In a landmark decision in 1969, the Supreme Court upheld the right of Mary Beth Tinker, a 13-year-old junior high student in Des Moines, to wear a black armband to class in protest against the Vietnam War. Tinker and some other students decided to wear such armbands after attending an antiwar rally. When school officials learned of their plans, they adopted a policy banning students from wearing armbands on pain of suspension. Tinker and the others defied the policy and were barred from class. With help from the Iowa Civil Liberties Union, the students filed a lawsuit, claiming that the school district had violated their First Amendment right to peacefully express their views.
The trial and appellate courts backed the school board. But when the case reached the Supreme Court the justices ruled decisively the other way. Neither students nor teachers “shed their constitutional rights to freedom of speech or expression at the schoolhouse gate,” wrote Justice Abe Fortas for the majority in Tinker v. Des Moines. The students who donned armbands had been wrongly punished “for a silent, passive expression of opinion, unaccompanied by any disorder or disturbance on [their] part,” the court held. The students had not interfered with school routine. They had not endangered “the rights of other students to be secure and to be let alone.” They had merely expressed a view not everyone shared.
The justices emphasized that the Des Moines schools had not disciplined students who wore other “symbols of political or controversial significance.” By prohibiting only an antiwar symbol, the schools plainly intended to suppress a particular viewpoint. That, the high court declared, “is not constitutionally permissible.”

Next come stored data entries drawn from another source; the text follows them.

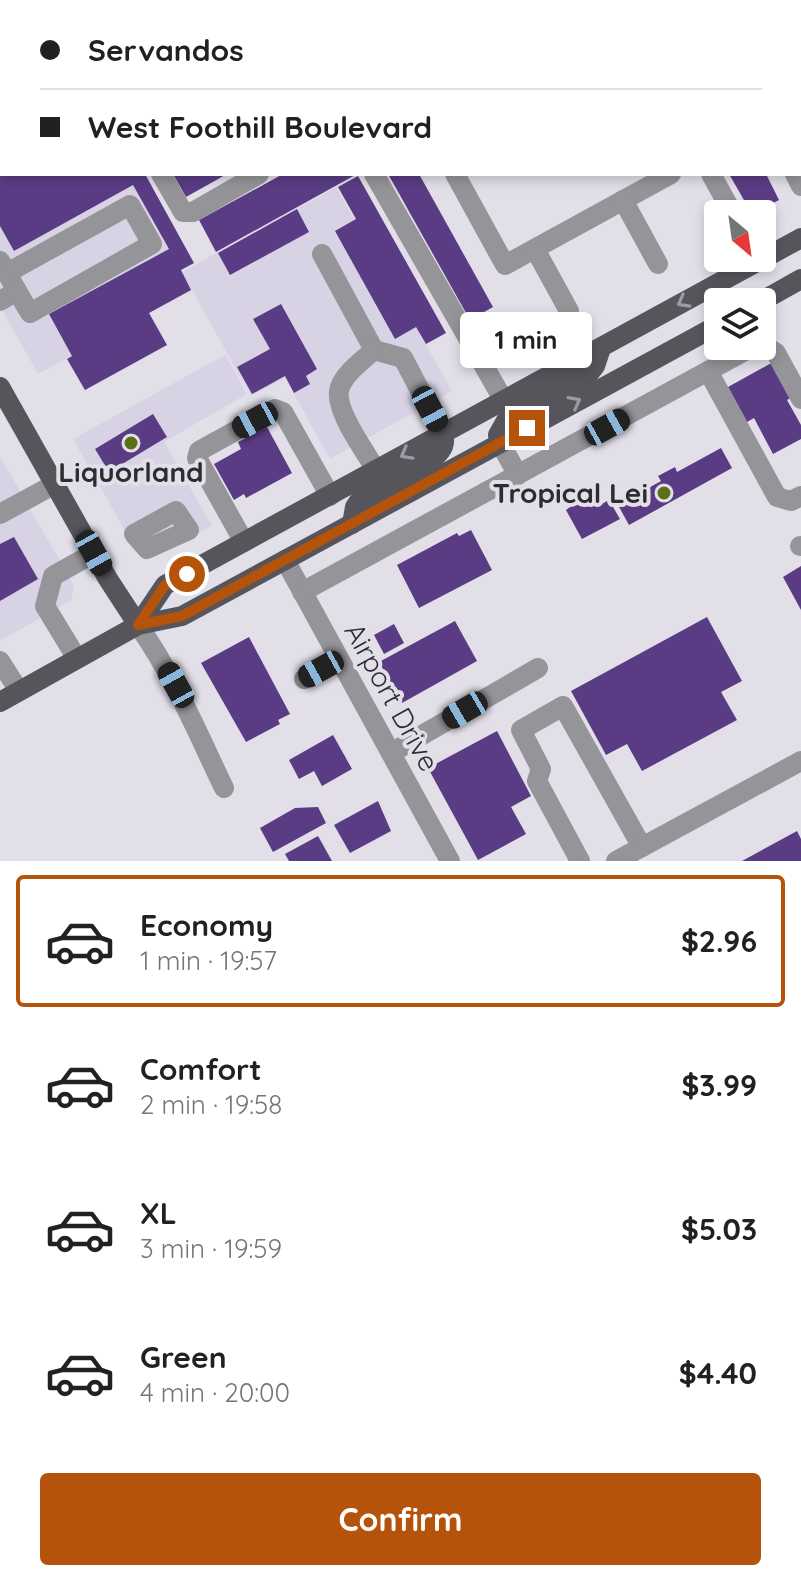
<!DOCTYPE html>
<meta charset="utf-8">
<style>
body{margin:0;font-family:Quicksand,sans-serif;background:#f6f6f6;color:#202124;height:100vh;display:flex;flex-direction:column;font-size:30px;white-space:nowrap}
*{box-sizing:border-box;margin:0}
p{font-size:26px;color:#757577}
.icon{flex:none;width:44px;height:44px;fill:none;stroke:currentColor;stroke-width:2;stroke-linecap:round;stroke-linejoin:round}
.map{position:relative;height:861px;overflow:hidden}
.details{display:flex;flex-direction:column;background:#fff;flex:1}
.details>*{flex:none}
.banner{position:absolute;left:0px;top:0px;width:802px;height:176px;box-shadow:0 4px 12px #0003;display:grid;align-content:center;height:176px;padding:0 40px;background:#fff}
.needle{width:52px;rotate:151deg}
.buttons{position:absolute;left:704px;top:200px;display:grid;gap:16px}
.buttons a{display:grid;place-items:center;width:72px;height:72px;border-radius:8px;background:#fff;box-shadow:0 4px 12px #0003;font-size:40px}
.end{position:absolute;width:36px;height:36px;margin:-18px;border:10px solid #b45309;background:#fff;box-shadow:0 0 0 4px #fff}
.from{border-radius:50%}
.bubble{position:absolute;height:56px;border-radius:8px;background:#fff;box-shadow:0 4px 12px #0003;font-size:26px;font-weight:700;line-height:56px;text-align:center}
.car{position:absolute;width:24px;height:48px;margin:-24px -12px;border-radius:10px;box-shadow:0 0 6px 2px #0007;background:linear-gradient(#222 24%,#8ab4d8 0 40%,#222 0 76%,#8ab4d8 0 86%,#222 0)}
.banner b{display:flex;align-items:center;gap:28px;height:76px;font-size:30px}
.banner b+b{border-top:2px solid #e0e0e0}
.banner i{width:20px;height:20px;background:#202124}
ul{padding:14px 0 0;list-style:none}
li{display:flex;align-items:center;gap:24px;height:132px;margin:0 16px 12px;padding:0 24px;border:4px solid transparent;border-radius:8px}
li div{flex:1}
li b{display:block;font-size:30px}
li em{font-style:normal;font-weight:700}
li.active{border-color:#b45309}
li>.icon{width:72px;height:72px;stroke-width:1.5}
.action{display:flex;gap:16px;margin-top:auto;padding:16px 40px}
.action a{flex:1;height:92px;border-radius:8px;background:#b45309;color:#fff;font-size:32px;font-weight:700;line-height:92px;text-align:center}
.map>svg:first-child{display:block}
.built{fill:#d8d3e4}
.building{fill:#5a3c85}
.lines{fill:none;stroke-linecap:round;stroke-linejoin:round}
.minor{stroke:#959498;stroke-width:20}
.major{stroke:#57555c;stroke-width:20}
.oneway{stroke:#9c9aa2}
.route{stroke:#b45309;stroke-width:10}
.poi-dot{fill:#5d6e1b;stroke:#e2dfe9;stroke-width:3}
.labels{text-anchor:middle;stroke-width:8;stroke-linejoin:round;paint-order:stroke}
.poi-label{font-size:28px;font-weight:bold;fill:#2d2c30;stroke:#e2dfe9}
.street-label{font-size:28px;fill:#2d2c30;stroke:#e2dfe9}
</style>
<div class="map">
<svg width="801" height="861" viewBox="0 0 801 861">
<rect width="100%" height="100%" fill="#e2dfe9"/>
<g class="built">
<path d="M0 0 31 2H2V174H127L182 272 336 187 452 391 330 459 285 378 251 396 192 290 38 374 0 306Z"/>
<path d="M225 355 247 394 164 442 212 526 153 557 135 548 73 439Z"/>
<path d="M0 456 74 586 71 600 0 641Z"/>
</g>
<g class="building">
<path d="M0 174H145L194 263 181 270 191 290 149 313 167 345 85 390 67 359 72 356 49 314 169 249 133 185 14 251 0 226Z"/>
<path d="M173 174H227L186 197Z"/>
<path d="M283 174H357L216 252 199 220Z"/>
<path d="M388 174H419L493 307 470 320Z"/>
<path d="M729 174H766L779 200 752 214Z"/>
<path d="M358 176 446 333 426 344 416 327 395 339 335 231 356 219 338 187Z"/>
<path d="M297 209 309 232 230 275 218 253Z"/>
<path d="M281 304 317 369 306 376 310 384 294 393 285 376 252 394 237 367 270 349 253 319Z"/>
<path d="M775 361 794 396 787 400 801 425V439L773 454 754 418 747 422 728 387Z"/>
<path d="M153 414 167 437 109 472 95 449Z"/>
<path d="M267 427 292 473 246 498 244 494 234 500 214 464 241 449 238 442Z"/>
<path d="M721 448 732 468 629 525 618 505 661 481 658 476 675 467 677 472Z"/>
<path d="M590 493 598 506 609 500 620 519 582 539 566 510Z"/>
<path d="M471 530 492 570 419 608 397 565 457 533 459 536Z"/>
<path d="M14 537 38 579 0 601V544Z"/>
<path d="M801 566V610L783 577Z"/>
<path d="M707 617 742 681 721 692 737 720 642 771 627 744 606 755 571 691Z"/>
<path d="M455 621 477 661 402 703 379 662Z"/>
<path d="M394 624 404 643 384 654 374 635Z"/>
<path d="M249 637 290 714 278 720 280 724 246 742 201 663Z"/>
<path d="M497 731 531 796 511 807 526 834 478 860 428 768Z"/>
<path d="M333 735 352 769 322 786 314 771 299 779 289 760Z"/>
<path d="M378 801 391 831 350 853 334 825Z"/>
<path d="M318 807 326 823 273 852 260 828 295 808Z"/>
<path d="M797 831 801 839V861H742Z"/>
<path d="M318 836 332 861H289L285 854Z"/>
</g>
<g class="lines">
<g class="minor">
<path d="M107 0 108 2"/>
<path d="M708 0 709 2"/>
<path d="M132 2 136 0"/>
<path d="M554 2 558 0"/>
<path d="M0 68 2 67"/>
<path d="M0 124 2 123"/>
<path d="M800 148H801"/>
<path d="M161 174 183 212H193L259 174"/>
<path d="M374 174 504 401"/>
<path d="M455 174 505 265 671 174"/>
<path d="M711 174 733 214"/>
<path d="M795 174 801 186"/>
<path d="M623 200 658 264"/>
<path d="M535 249 569 311"/>
<path d="M322 254 374 350 403 358 443 434"/>
<path d="M0 261 17 291 0 301"/>
<path d="M7 273 130 205 152 244 30 313 17 291"/>
<path d="M709 330 718 344"/>
<path d="M762 344 776 353 801 399"/>
<path d="M374 350C362 361 346 372 340 387 332 407 365 451 376 470"/>
<path d="M708 371 777 497 791 501 801 496"/>
<path d="M500 443 518 475"/>
<path d="M176 511 189 530 147 549 134 534Z"/>
<path d="M0 514 55 484"/>
<path d="M244 542 197 458 199 451 275 409 283 412 330 496"/>
<path d="M800 546H801"/>
<path d="M285 560 450 861"/>
<path d="M302 592 754 346"/>
<path d="M138 625C174 676 197 732 224 788"/>
<path d="M76 657 45 606 53 576 94 553"/>
<path d="M0 661 19 691"/>
<path d="M304 679 339 659"/>
<path d="M391 753 538 668"/>
<path d="M580 861 537 781 541 769 521 730 563 706 642 847"/>
<path d="M616 861 801 761"/>
</g>
<g class="major">
<path d="M760 302 801 279"/>
<path d="M0 387 108 579 138 625"/>
<path d="M500 443 498 435 507 419 519 411 587 376 595 366 601 348"/>
<path d="M352 524 355 507 359 501 435 457C443 449 446 444 443 434"/>
<path d="M138 625 165 585 801 238"/>
<path d="M0 702 138 625 182 616 718 325"/>
</g>
</g>
<defs><path id="oneway-chevron" d="M-2-3.5L2.5 0L-2 3.5" fill="none" stroke-width="1.6" stroke-linecap="round" stroke-linejoin="round" transform="scale(2)"/></defs>
<g class="oneway">
<use href="#oneway-chevron" transform="translate(683 302) rotate(151)"/>
<use href="#oneway-chevron" transform="translate(575 402) rotate(-28)"/>
<use href="#oneway-chevron" transform="translate(406 454) rotate(151)"/>
</g>
<g class="lines">
<path class="route" d="M187 574 165 585 138 625 182 616 527 428"/>
</g>
<g class="poi-dot">
<circle cx="131" cy="443" r="8"/>
<circle cx="664" cy="493" r="8"/>
</g>
<g class="labels">
<g class="poi-label">
<text x="131" y="482">Liquorland</text>
<text x="648" y="503" text-anchor="end">Tropical Lei</text>
</g>
<g class="street-label">
<text transform="translate(392 697) rotate(61)" y="10">Airport Drive</text>
</g>
</g>
</svg>
<div class="buttons">
<a><svg class="needle" viewBox="-14 -14 28 28"><path d="M0-13l5 13h-10z" fill="#e53935"/><path d="M0 13l5-13h-10z" fill="#757577"/></svg></a>
<a><svg class="icon" aria-label="layers" viewBox="0 0 24 24"><path d="M12 4l9 5-9 5-9-5zM3 14l9 5 9-5"/></svg></a>
</div>
<i class="end from" style="left:187px;top:574px"></i>
<i class="end" style="left:527px;top:428px"></i>
<div class="bubble" style="left:460px;top:312px;width:132px">1 min</div>
<i class="car" style="left:430px;top:409px;rotate:152deg"></i>
<i class="car" style="left:255px;top:420px;rotate:242deg"></i>
<i class="car" style="left:607px;top:427px;rotate:61deg"></i>
<i class="car" style="left:94px;top:553px;rotate:151deg"></i>
<i class="car" style="left:321px;top:669px;rotate:241deg"></i>
<i class="car" style="left:176px;top:685px;rotate:331deg"></i>
<i class="car" style="left:465px;top:710px;rotate:240deg"></i>
<div class="banner">
<b><i class="from"></i>Servandos</b>
<b><i></i>West Foothill Boulevard</b>
</div>
</div>
<section class="details">
<ul>
<li class="active"><svg class="icon" aria-label="car" viewBox="0 0 24 24"><path d="M5 17H2v-5l4-1 3-4h7l3 4 3 1v5h-3M9 17h6M6 11h13"/><circle cx="7" cy="17" r="2"/><circle cx="17" cy="17" r="2"/></svg><div><b>Economy</b><p>1 min · 19:57</p></div><em>$2.96</em></li>
<li><svg class="icon" aria-label="car" viewBox="0 0 24 24"><path d="M5 17H2v-5l4-1 3-4h7l3 4 3 1v5h-3M9 17h6M6 11h13"/><circle cx="7" cy="17" r="2"/><circle cx="17" cy="17" r="2"/></svg><div><b>Comfort</b><p>2 min · 19:58</p></div><em>$3.99</em></li>
<li><svg class="icon" aria-label="car" viewBox="0 0 24 24"><path d="M5 17H2v-5l4-1 3-4h7l3 4 3 1v5h-3M9 17h6M6 11h13"/><circle cx="7" cy="17" r="2"/><circle cx="17" cy="17" r="2"/></svg><div><b>XL</b><p>3 min · 19:59</p></div><em>$5.03</em></li>
<li><svg class="icon" aria-label="car" viewBox="0 0 24 24"><path d="M5 17H2v-5l4-1 3-4h7l3 4 3 1v5h-3M9 17h6M6 11h13"/><circle cx="7" cy="17" r="2"/><circle cx="17" cy="17" r="2"/></svg><div><b>Green</b><p>4 min · 20:00</p></div><em>$4.40</em></li>
</ul>
<div class="action"><a>Confirm</a></div>
</section>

Now it’s Morrison’s free speech that is at stake. As in Des Moines, the school prevailed at the district court level. Federal Judge Indira Talwani ruled in June that Middleborough officials were permitted to silence Morrison’s speech on the grounds that students who identify as transgender “have a right to attend school without being confronted by messages attacking their identities.”
But Morrison attacked no one, nor implied that anyone should be attacked. His first T-shirt merely conveyed his general view that gender is binary. His second T-shirt didn’t even do that — it noted only that his view on the subject had been censored.
Now Morrison has turned to the US Court of Appeals for the First Circuit in Boston. His plea is like that of Mary Beth Tinker in the 1960s: Under the Constitution, even a middle school student may peacefully express an opinion. He is asking the judges to reaffirm the principle that government officers may not stifle certain ideas merely because some people find them offensive.
In court filings, Middleborough’s lawyers argue that the school was entitled to suppress Morrison’s message out of concern that it could have led to “disruption.” Yet contrary messages are permitted. No discipline was imposed when a student came to class in a “He she they, it’s all okay” T-shirt. School administrators cannot have it both ways, allowing students to express the popular side of a debatable issue but silencing those who disagree because their opinion might provoke an angry reaction. The First Amendment does not bow to the heckler’s veto. The expression of a disfavored opinion “may start an argument or cause a disturbance,” the Supreme Court observed in Tinker, “but our Constitution says we must take this risk.”
The bottom line is clear. Liam Morrison’s school doesn’t have to agree with his opinion. But it cannot punish him for expressing it.